Monday, July 14, 2008

Justice sought in ex-Haitian strongman trial

The trial of the ex-leader of a violent Haitian paramilitary group began on Monday in a U.S. federal court. Emmanuel "Toto" Constant had been previously accused of crimes such as torture and murder due to his command of the Front for the Advancement and Progress of Haiti (FRAPH) between 1993 and 1994. (In 2006, he was forced to pay $19 million in damages to three women who were gang raped by FRAPH soldiers). Yet Constant is standing trial for the white-collar crime of mortgage fraud after he fled Haiti to the U.S.; a fact that drew the ire of actor Danny Glover in an op/ed piece:

(…) Remarkably, for more than a decade until 2006, Constant has been living in relative comfort in Queens (New York) thanks in part to intervention by our own federal government. The twists and turns of Constant's road from paramilitary leader to defendant awaiting trial for mortgage fraud tell us volumes about the last decade of Haiti's difficult history - and the twisted U.S. policy toward the poorest country in our hemisphere…

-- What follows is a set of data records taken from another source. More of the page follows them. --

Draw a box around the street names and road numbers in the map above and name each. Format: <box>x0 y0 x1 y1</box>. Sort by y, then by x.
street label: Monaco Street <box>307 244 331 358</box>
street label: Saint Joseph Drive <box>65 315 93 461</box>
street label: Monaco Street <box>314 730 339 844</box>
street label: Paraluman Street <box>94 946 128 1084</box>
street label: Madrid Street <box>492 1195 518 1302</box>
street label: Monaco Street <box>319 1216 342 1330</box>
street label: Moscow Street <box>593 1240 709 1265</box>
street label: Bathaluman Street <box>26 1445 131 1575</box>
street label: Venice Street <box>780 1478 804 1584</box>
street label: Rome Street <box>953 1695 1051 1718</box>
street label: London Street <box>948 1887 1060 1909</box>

One day, Emmanuel Constant must be returned to Haiti and stand trial there. First, he must face trial for what he has done to the people of New York.

In the meantime, we must fight to ensure that in the future, our government does not allow our country to be a haven for war criminals.

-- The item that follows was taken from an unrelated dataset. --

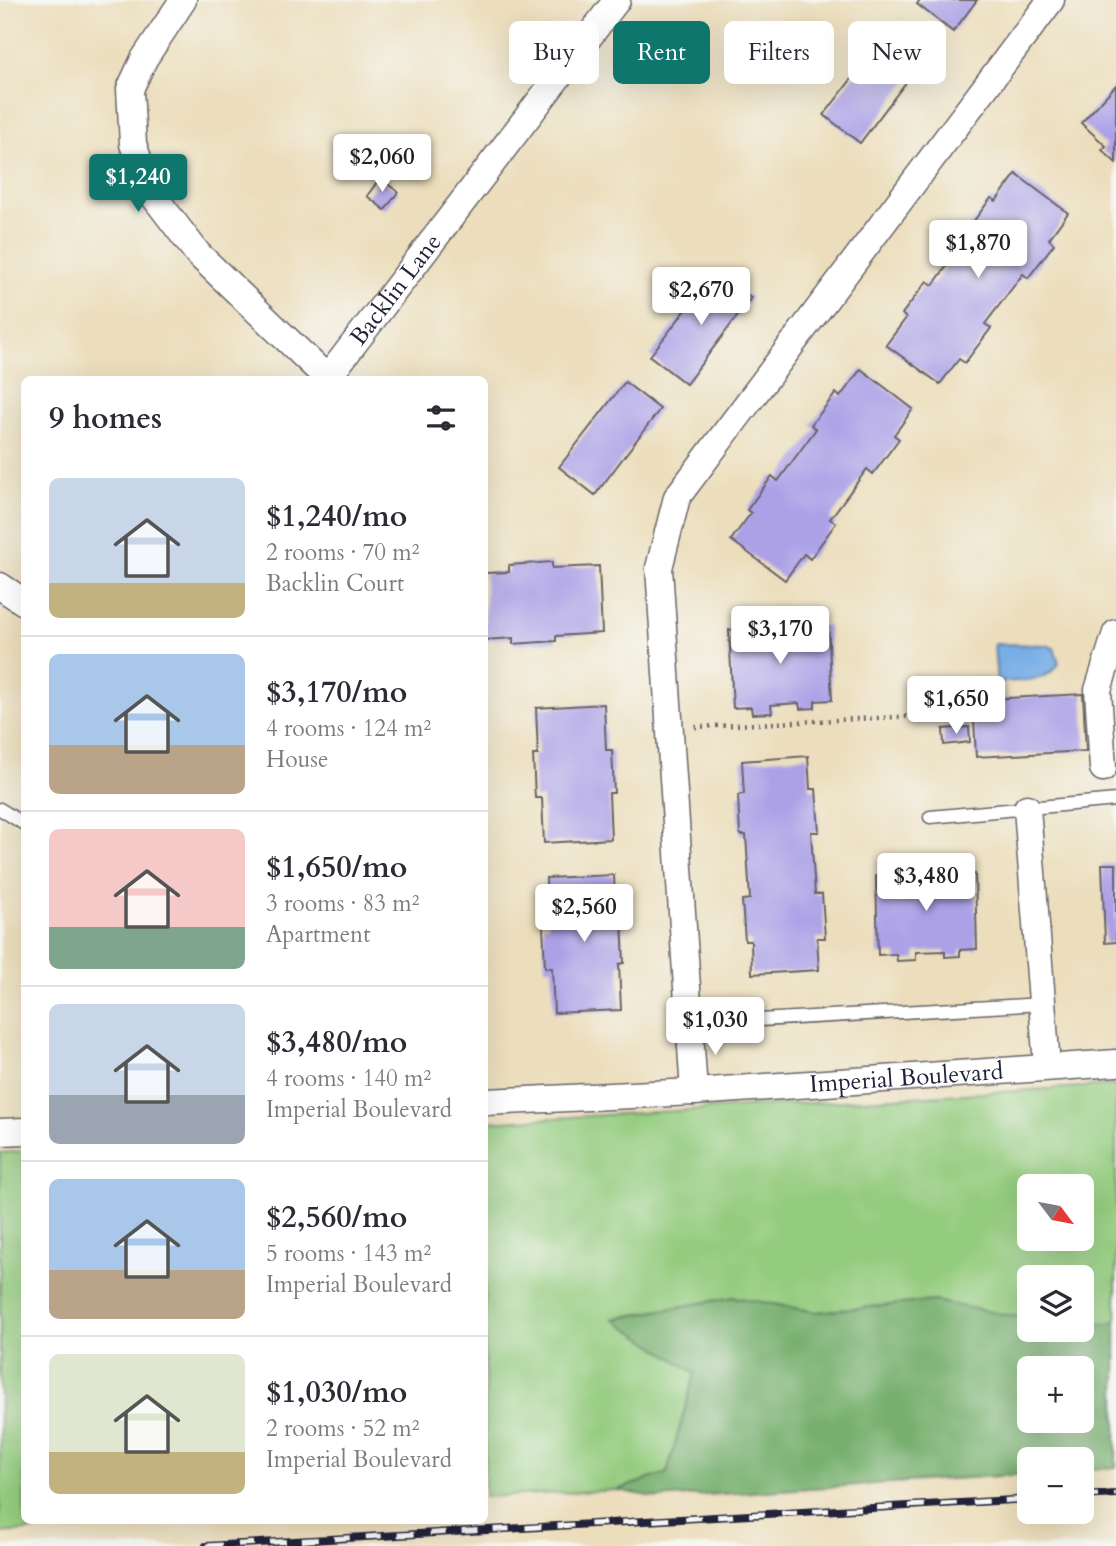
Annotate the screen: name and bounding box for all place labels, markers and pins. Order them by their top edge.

The chief of one Haitian activist group in New York has advocated that Constant be punished with “the maximum sentence possible”. One would hope that is the case for someone who lived ten years in impunity and masterminded atrocious crimes against his own countrymen.

Image- City Room (“Members of the Center of Constitutional Rights organized a rally in front of the State Supreme Court in Brooklyn for the trial of Emmanuel Constant…”)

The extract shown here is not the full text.